Is GDPR training necessary for IT contractors?

**PerfectStorm** · 27 April 2018, 17:40

You don’t need a course, but an understanding is certainly useful

**DaveB** · 27 April 2018, 20:33

You need to understand what it means but you don't need training. Most IT contractors wont be caught by it as you are not actively collecting and processing personal data.

The more likely scenario is that you will be handling data on behalf of your client and will be covered by their own compliance processes, either as Processors or Data Controllers. You may find some working practices become more restrictive but thats about it.

As a side note about training, there are currently no training courses around that give you any kind of recognised GDPR certification. Anyone offering courses "Certified to ISO standards" are referring to ISO 17024 which is the standard for certification training courses and nothing to do with GDPR. It just means that they way the course is structured and delivered meets the standard.

**edison** · 1 May 2018, 14:20

I've been working on a large GDPR programme since last summer. The client has run some formal GDPR training for some of the programme staff but I've heard reports that it was only so so quality.

They have also rolled out an e-learning module course on data privacy for all staff which is about an hour's worth and I had to do it.
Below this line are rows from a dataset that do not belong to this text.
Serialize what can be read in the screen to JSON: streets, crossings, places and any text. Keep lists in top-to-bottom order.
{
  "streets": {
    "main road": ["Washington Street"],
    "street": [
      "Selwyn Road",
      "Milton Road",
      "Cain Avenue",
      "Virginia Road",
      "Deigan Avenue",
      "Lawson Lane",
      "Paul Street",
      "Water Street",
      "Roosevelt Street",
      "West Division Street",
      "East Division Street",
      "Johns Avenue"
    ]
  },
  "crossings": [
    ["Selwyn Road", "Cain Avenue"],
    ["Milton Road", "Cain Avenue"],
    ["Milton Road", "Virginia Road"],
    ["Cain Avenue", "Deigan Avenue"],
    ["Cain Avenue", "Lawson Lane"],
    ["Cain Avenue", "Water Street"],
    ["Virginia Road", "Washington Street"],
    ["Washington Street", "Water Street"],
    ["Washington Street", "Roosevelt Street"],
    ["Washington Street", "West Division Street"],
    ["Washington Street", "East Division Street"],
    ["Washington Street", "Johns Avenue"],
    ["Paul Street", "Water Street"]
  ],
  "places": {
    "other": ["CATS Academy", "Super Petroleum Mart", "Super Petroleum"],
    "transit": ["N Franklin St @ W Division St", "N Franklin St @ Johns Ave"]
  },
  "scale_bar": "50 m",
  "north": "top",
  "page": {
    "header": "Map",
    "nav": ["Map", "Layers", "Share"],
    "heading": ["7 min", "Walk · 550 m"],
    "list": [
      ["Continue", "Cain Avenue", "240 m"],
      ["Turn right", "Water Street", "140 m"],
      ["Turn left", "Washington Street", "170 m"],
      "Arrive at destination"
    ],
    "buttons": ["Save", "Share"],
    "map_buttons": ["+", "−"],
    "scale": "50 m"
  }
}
As per the answers above, formal training isn't likely to be useful for you. You only have to look at advertised roles related to data privacy to realise that a day or two training course won't get you far in what is a complex area with practitioners who already have years of experience.
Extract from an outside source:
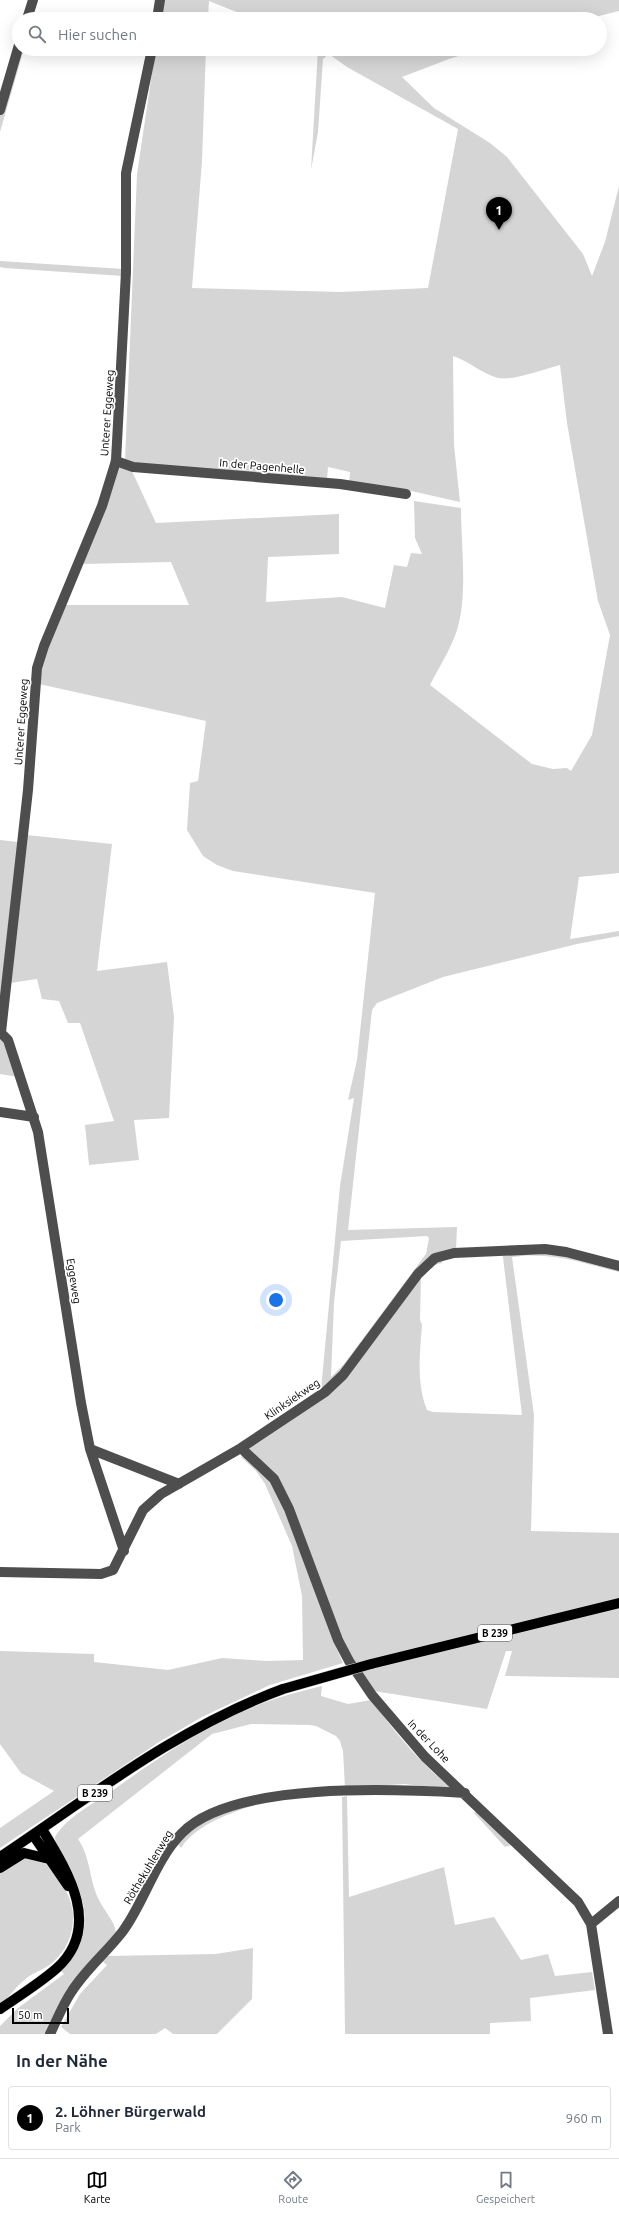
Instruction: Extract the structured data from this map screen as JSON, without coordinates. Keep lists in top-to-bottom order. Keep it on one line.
{"streets":{"main road":["B 239"],"street":["Unterer Eggeweg","In der Pagenhelle","Eggeweg","Klinksiekweg","In der Lohe","Röthekuhlenweg"]},"crossings":[["Unterer Eggeweg","In der Pagenhelle"],["Unterer Eggeweg","Eggeweg"],["Eggeweg","Klinksiekweg"],["Klinksiekweg","In der Lohe"],["In der Lohe","Röthekuhlenweg"]],"scale_bar":"50 m","page":{"search":"Hier suchen","pins":"1","scale":"50 m","heading":"In der Nähe","list":[{"mark":"1","name":"2. Löhner Bürgerwald","note":"Park","value":"960 m"}],"nav":["Karte","Route","Gespeichert"]}}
The ICO site has some fairly useful content if you want to improve your own understanding.

**mudskipper** · 1 May 2018, 20:08

I did a day's training and found it very useful - enough to raise it as an issue with clientCo who thought it didn't apply to them (they are now in full on panic mode)

I think it's something we all need to be aware of.
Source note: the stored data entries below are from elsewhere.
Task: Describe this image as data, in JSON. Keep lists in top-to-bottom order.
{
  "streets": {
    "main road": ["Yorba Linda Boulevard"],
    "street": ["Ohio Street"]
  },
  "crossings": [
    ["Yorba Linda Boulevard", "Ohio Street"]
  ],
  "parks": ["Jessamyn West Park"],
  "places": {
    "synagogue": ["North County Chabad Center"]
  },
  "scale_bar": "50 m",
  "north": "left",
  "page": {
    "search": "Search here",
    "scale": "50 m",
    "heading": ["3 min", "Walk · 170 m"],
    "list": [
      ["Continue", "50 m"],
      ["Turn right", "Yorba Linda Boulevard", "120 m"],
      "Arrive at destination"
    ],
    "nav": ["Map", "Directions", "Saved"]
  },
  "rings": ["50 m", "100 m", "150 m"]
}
Edit to say - I got a foundation certificate, but not convinced it's worth the paper it's written on (it was emailed!). But it shows on the CV that I at least have a high level awareness.

**kaiser78** · 2 May 2018, 07:54

You could google the key facts and implications for IT contractors without the need for any specific training IWHT.
Good point though, I must remember to do this !

**northernladuk** · 2 May 2018, 08:01

Originally posted by kaiser78 View Post

You could google the key facts and implications for IT contractors without the need for any specific training IWHT.
Good point though, I must remember to do this !

This is how it appears to me. Each client is sure to have a detailed GDPR policy and their systems and governance should be changing to meet GDPR requirements. Once that's in it should be business as normal with GDPR just becoming standard practice for all. No requirement for any particular training above and beyond everyone else IMO.

Obviously there are those involved with the policy writing and detailed legalities who'll need more knowledge but I still don't see it as a long term 'skill' for the general IT populace.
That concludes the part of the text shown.